» **Exercise goal**
Determine how many lines of the material below include "rotate", and reply with that number alone.

..............................

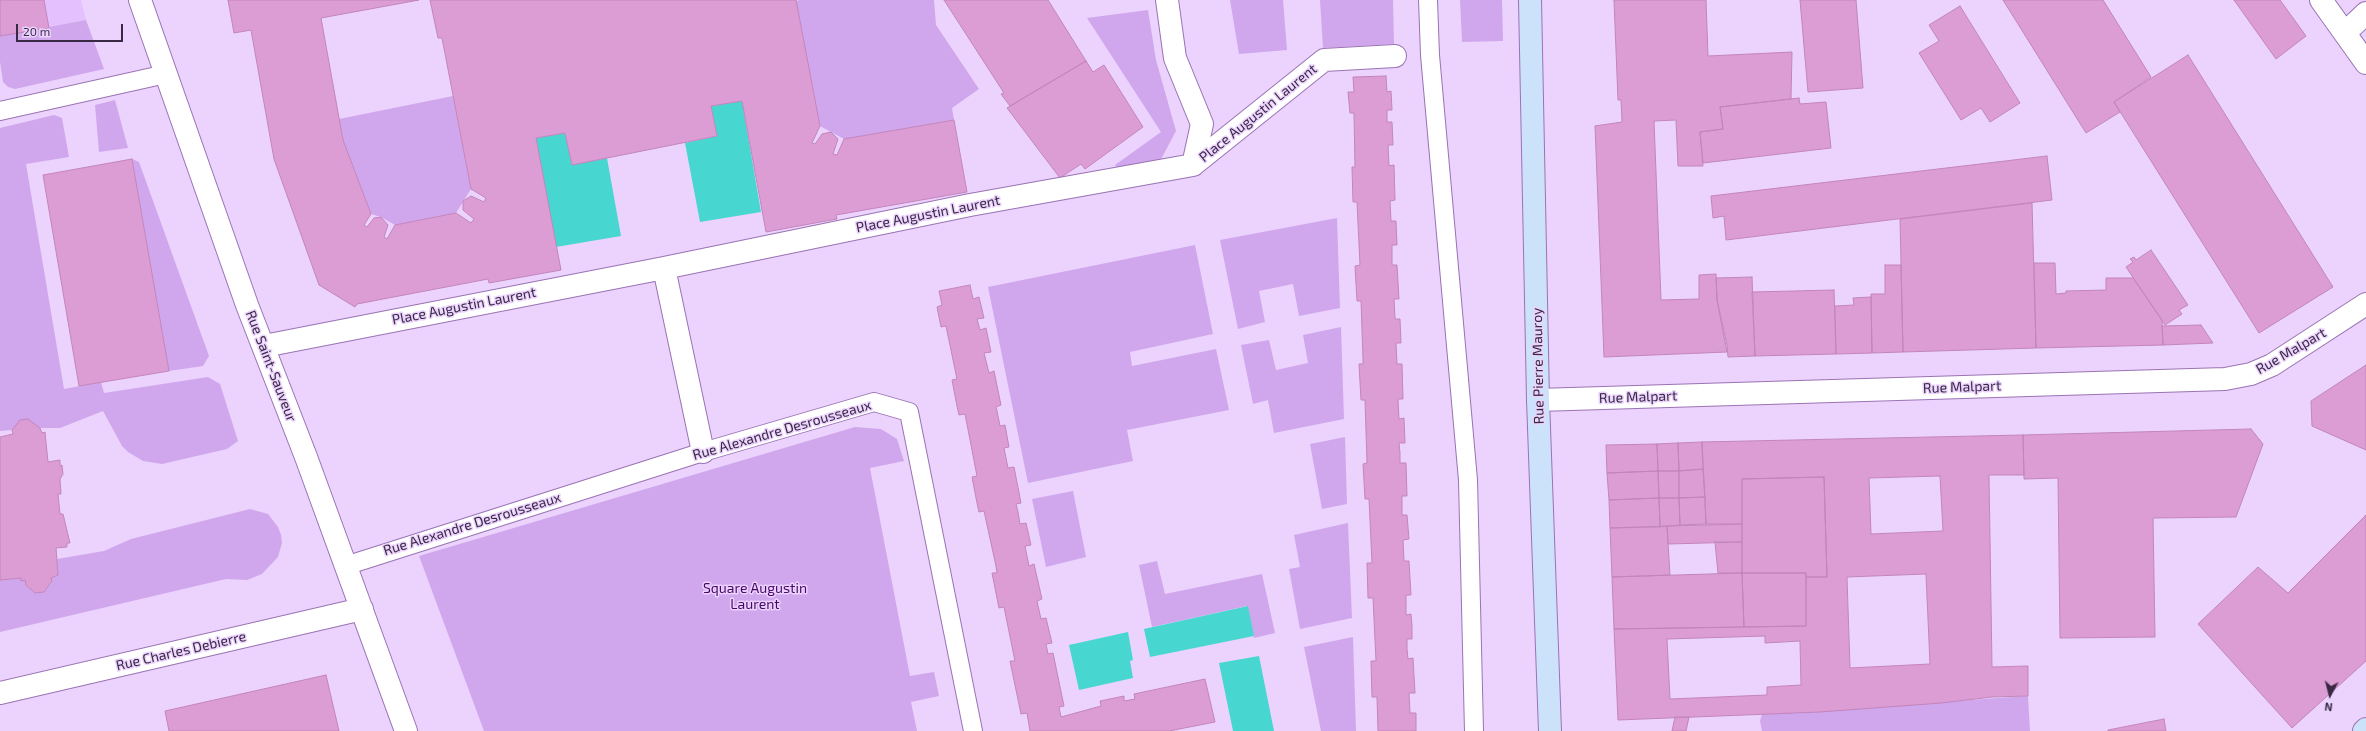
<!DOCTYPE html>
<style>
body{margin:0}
#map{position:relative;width:2366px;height:731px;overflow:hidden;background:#ebd3fd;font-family:"Exo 2",sans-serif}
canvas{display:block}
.north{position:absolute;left:2310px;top:675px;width:40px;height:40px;-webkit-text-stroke:3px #ebd3fd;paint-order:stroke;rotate:187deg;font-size:11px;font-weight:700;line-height:16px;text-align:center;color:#392944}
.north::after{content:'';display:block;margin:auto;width:14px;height:18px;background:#392944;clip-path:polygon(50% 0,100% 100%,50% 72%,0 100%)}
.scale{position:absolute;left:16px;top:24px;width:107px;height:18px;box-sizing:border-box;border:2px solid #392944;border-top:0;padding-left:5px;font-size:12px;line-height:14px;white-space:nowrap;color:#392944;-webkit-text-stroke:3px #ebd3fd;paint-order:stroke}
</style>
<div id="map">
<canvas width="2366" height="731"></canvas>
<div class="north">N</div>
<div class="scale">20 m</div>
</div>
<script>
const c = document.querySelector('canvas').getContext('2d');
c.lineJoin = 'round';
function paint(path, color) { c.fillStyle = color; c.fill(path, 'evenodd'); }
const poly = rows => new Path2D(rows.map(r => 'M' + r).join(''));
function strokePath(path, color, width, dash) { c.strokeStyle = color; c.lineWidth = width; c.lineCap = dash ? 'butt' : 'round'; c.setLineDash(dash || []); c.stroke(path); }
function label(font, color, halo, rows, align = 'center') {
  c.font = font + ' "Exo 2",sans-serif'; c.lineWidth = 3; c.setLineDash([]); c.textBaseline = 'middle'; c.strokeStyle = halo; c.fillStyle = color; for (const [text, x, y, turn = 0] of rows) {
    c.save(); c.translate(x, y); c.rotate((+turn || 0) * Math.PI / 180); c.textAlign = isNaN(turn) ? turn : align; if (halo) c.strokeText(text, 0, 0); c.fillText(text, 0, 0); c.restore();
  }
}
paint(poly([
 [0,0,81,0,86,20,0,36]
]), '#e4c1fe');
paint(poly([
 [800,0,934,0,936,25,979,89,952,108,954,120,844,139,820,126,796,1],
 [1230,0,1283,0,1287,50,1239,54],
 [1320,0,1393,0,1394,44,1323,48],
 [1460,0,1502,0,1503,41,1462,42],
 [1148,10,1156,60,1176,131,1159,163,1118,169,1115,165,1161,132,1087,18],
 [86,20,104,69,15,89,8,87,3,82,0,62,0,36],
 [453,96,471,189,456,213,395,225,381,217,371,214,343,140,339,119],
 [115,100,128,148,99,152,95,105],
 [54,115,62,118,69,157,26,164,64,389,101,382,104,393,208,377,220,384,238,441,227,449,162,464,143,461,128,452,122,446,103,411,60,428,40,428,28,420,12,430,0,431,0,128],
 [132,159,139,162,209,356,203,366,169,371],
 [1337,218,1340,308,1299,316,1293,284,1259,291,1265,322,1238,329,1220,240],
 [1195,245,1213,334,1130,352,1132,366,1216,349,1229,410,1127,430,1133,461,1028,483,988,287],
 [1341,327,1344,419,1274,433,1268,400,1253,404,1241,345,1269,340,1276,370,1308,363,1303,335],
 [855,427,881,429,897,439,904,461,870,468,910,676,934,672,939,696,911,702,917,731,484,731,419,556],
 [1345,437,1347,504,1322,509,1310,444],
 [1073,491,1086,557,1046,567,1032,499],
 [250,509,268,514,278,527,281,535,282,543,278,557,262,574,247,580,226,579,0,632,0,580,21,578,21,581,25,580,26,585,35,593,44,592,52,582,51,578,58,575,57,559,104,551,131,539],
 [1348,523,1352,618,1300,629,1289,569,1300,567,1294,535],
 [1157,561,1165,594,1262,574,1275,633,1254,638,1247,606,1152,627,1139,565],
 [1353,637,1356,731,1321,731,1304,647],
 [2028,696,2030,731,1762,731,1760,721,1762,714]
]), '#d0a7ed');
paint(poly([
 [742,101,761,212,700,222,685,143,717,136,711,106],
 [565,133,572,165,607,158,621,236,556,247,536,138],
 [1248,606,1254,636,1150,657,1144,629],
 [1128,632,1133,660,1130,661,1133,678,1079,690,1069,645],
 [1259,656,1274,731,1233,731,1219,663]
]), '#48d7d0');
const building = poly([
 [0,0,44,0,49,28,0,36,0,0],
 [228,0,419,0,321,18,343,140,371,214,364,225,367,227,374,218,381,217,388,225,384,237,387,239,395,225,456,213,471,223,474,219,463,210,463,201,471,196,484,202,486,198,471,189,442,38,438,38,430,0,796,0,820,126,812,143,815,144,822,134,831,132,838,139,833,154,837,155,844,139,954,120,967,192,836,215,837,219,766,232,742,101,711,106,717,136,572,165,565,133,536,138,561,270,489,283,488,279,357,304,355,307,319,285,274,159,251,30,234,33,228,0],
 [944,0,1048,0,1086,61,1010,106,1001,94,1004,93,944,0],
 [1614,0,1706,0,1708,56,1792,52,1791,99,1720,107,1723,129,1700,132,1703,166,1678,166,1676,120,1654,121,1661,300,1699,299,1699,275,1716,274,1717,300,1727,352,1604,357,1595,126,1622,122,1621,100,1618,100,1614,0],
 [1800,0,1856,0,1863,88,1808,92,1800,0],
 [2003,0,2103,0,2151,77,2114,102,2120,112,2086,133,2003,0],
 [2234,0,2280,0,2306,36,2276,59,2234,0],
 [1960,6,2020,103,1990,122,1981,108,1961,120,1919,53,1939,41,1929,25,1960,6],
 [2188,55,2333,287,2259,333,2114,102,2188,55],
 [1086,61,1093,72,1104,65,1143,127,1085,169,1081,164,1060,178,1007,108,1086,61],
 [1386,76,1387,92,1391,91,1392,110,1387,110,1387,122,1392,122,1393,145,1388,145,1389,166,1394,165,1395,200,1390,201,1391,221,1396,221,1397,245,1392,245,1392,265,1397,265,1399,299,1394,299,1395,319,1400,319,1401,343,1396,343,1397,364,1402,364,1403,399,1398,399,1399,419,1404,418,1405,443,1399,443,1400,453,1400,463,1406,463,1407,496,1402,496,1402,515,1407,515,1409,539,1403,540,1404,561,1409,561,1411,595,1406,595,1406,615,1411,614,1412,626,1412,639,1407,639,1407,649,1408,659,1413,658,1415,693,1409,693,1410,713,1416,713,1416,731,1378,731,1377,697,1372,697,1371,661,1376,661,1373,598,1368,598,1367,563,1372,563,1369,499,1365,499,1363,464,1367,463,1365,400,1361,400,1359,364,1363,364,1363,359,1361,301,1357,301,1355,266,1360,265,1357,202,1353,202,1352,167,1355,167,1354,113,1350,113,1348,92,1354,92,1353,77,1386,76],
 [1799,98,1800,104,1826,102,1831,148,1703,163,1700,132,1723,129,1720,107,1799,98],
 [2047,156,2052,200,1726,240,1724,216,1713,218,1711,196,2047,156],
 [132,159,169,371,79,386,43,175,132,159],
 [2032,203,2036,348,1903,352,1900,219,2032,203],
 [2151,250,2188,305,2179,310,2182,314,2165,325,2126,267,2133,262,2130,259,2134,257,2136,260,2151,250],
 [2034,263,2055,263,2056,294,2066,293,2066,291,2106,290,2106,278,2133,278,2162,320,2163,345,2036,348,2034,263],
 [1885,265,1901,265,1903,352,1872,353,1871,294,1885,294,1885,265],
 [1752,277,1755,356,1728,357,1727,345,1717,300,1716,278,1752,277],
 [970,285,973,299,979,297,984,318,977,319,980,330,986,328,991,352,984,353,989,373,994,371,1001,405,996,407,997,411,1000,426,1005,425,1009,447,1004,448,1008,468,1014,467,1021,503,1016,504,1018,512,1020,524,1026,523,1031,545,1025,546,1029,566,1034,564,1042,599,1037,601,1041,619,1046,618,1052,643,1046,644,1048,654,1053,653,1064,706,1059,707,1061,717,1101,706,1100,701,1124,696,1124,701,1135,699,1134,694,1205,679,1215,722,1169,731,1030,731,1027,713,1021,714,1010,661,1015,661,1004,607,999,608,992,573,997,573,996,566,984,511,979,512,977,503,972,477,977,476,965,414,959,415,957,406,952,380,957,379,946,326,941,327,937,307,942,305,939,291,970,285],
 [1834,290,1836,354,1755,356,1752,292,1834,290],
 [1871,297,1872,353,1836,354,1835,306,1854,305,1853,298,1871,297],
 [2201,325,2213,343,2163,345,2162,326,2201,325],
 [2366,365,2366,450,2312,426,2311,401,2366,365],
 [28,419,40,428,42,433,45,432,48,462,60,460,60,466,62,465,63,474,60,479,61,494,58,494,60,514,63,514,70,543,67,543,67,547,56,548,58,575,51,578,52,581,44,592,35,593,26,585,25,580,21,581,21,578,0,580,0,437,13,434,12,430,20,420,28,419],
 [2251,429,2263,444,2236,517,2153,518,2155,637,2060,638,2058,478,2024,479,2023,435,2251,429],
 [2023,435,2024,475,1989,475,1992,667,2028,666,2028,696,1992,697,1941,703,1820,712,1618,720,1614,629,1806,626,1806,577,1827,577,1824,477,1742,479,1742,524,1706,524,1702,442,2023,435],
 [1940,476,1943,531,1871,534,1869,478,1940,476],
 [1926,574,1930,664,1850,668,1847,577,1926,574],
 [1765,636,1765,643,1800,641,1801,685,1767,687,1767,695,1670,699,1667,639,1765,636],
 [1702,442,1703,469,1679,471,1678,443,1702,442],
 [1678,443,1679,471,1658,471,1657,444,1678,443],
 [1657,444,1658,471,1607,473,1606,445,1657,444],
 [1703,469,1705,497,1679,498,1679,471,1703,469],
 [1658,471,1679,471,1679,498,1659,498,1658,471],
 [1658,471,1659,498,1609,500,1607,473,1658,471],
 [1824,477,1827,577,1806,577,1806,573,1742,573,1742,479,1824,477],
 [1705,497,1706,524,1680,525,1679,498,1705,497],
 [1659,498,1660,527,1610,528,1609,500,1659,498],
 [1659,498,1679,498,1680,525,1660,527,1659,498],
 [2366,515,2366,661,2292,728,2198,624,2258,567,2288,593,2366,515],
 [1742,524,1742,542,1668,544,1667,526,1742,524],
 [1667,526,1670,575,1612,577,1610,528,1667,526],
 [1715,542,1742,542,1742,573,1718,573,1715,542],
 [1742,573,1744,627,1614,629,1612,577,1742,573],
 [1742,573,1806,573,1806,626,1744,627,1742,573],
 [326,675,339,731,169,731,165,711,326,675],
 [1675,717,1689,717,1686,731,1672,731,1675,717],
 [2164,719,2166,731,2108,731,2108,730,2164,719]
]);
paint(building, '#dc9dd5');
strokePath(building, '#c285bb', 1);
const lane = poly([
 [1428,0,1430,55,1468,480,1474,731],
 [0,111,166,74],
 [345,566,703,452,874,402,909,412,973,731]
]);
const street = poly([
 [140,0,247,305,306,457,406,731],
 [2321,0,2366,63],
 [2345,33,2366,13],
 [1193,165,1324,60,1395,56],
 [264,346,664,268],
 [1538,400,2225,379,2251,374,2272,365,2366,304],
 [703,452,664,268,970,205,1193,165,1202,124,1175,58,1167,0],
 [0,693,362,609]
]);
const secondary = poly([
 [1530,0,1538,400,1550,731],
 [2364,731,2366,729]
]);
strokePath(lane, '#9a73b4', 20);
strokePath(street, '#9a73b4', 24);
strokePath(secondary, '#9a73b4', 24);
strokePath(lane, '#fff', 18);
strokePath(street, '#fff', 22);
strokePath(secondary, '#cbe2fa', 22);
label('14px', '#392944', '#ebd3fd', [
 ["Place Augustin Laurent",1258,113,-39],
 ["Place Augustin Laurent",928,214,-11],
 ["Place Augustin Laurent",464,306,-11],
 ["Rue Malpart",2291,351,-30],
 ["Rue Saint-Sauveur",271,366,69],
 ["Rue Pierre Mauroy",1538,366,-91],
 ["Rue Malpart",1962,387,-2],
 ["Rue Malpart",1638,397,-2],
 ["Rue Alexandre Desrousseaux",782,430,-16],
 ["Rue Alexandre Desrousseaux",472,524,-17],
 ["Rue Charles Debierre",181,651,-13]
]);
label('14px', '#470566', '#ebd3fd', [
 ["Square Augustin",755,588],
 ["Laurent",755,604]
]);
</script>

..............................

» **Task solution**
2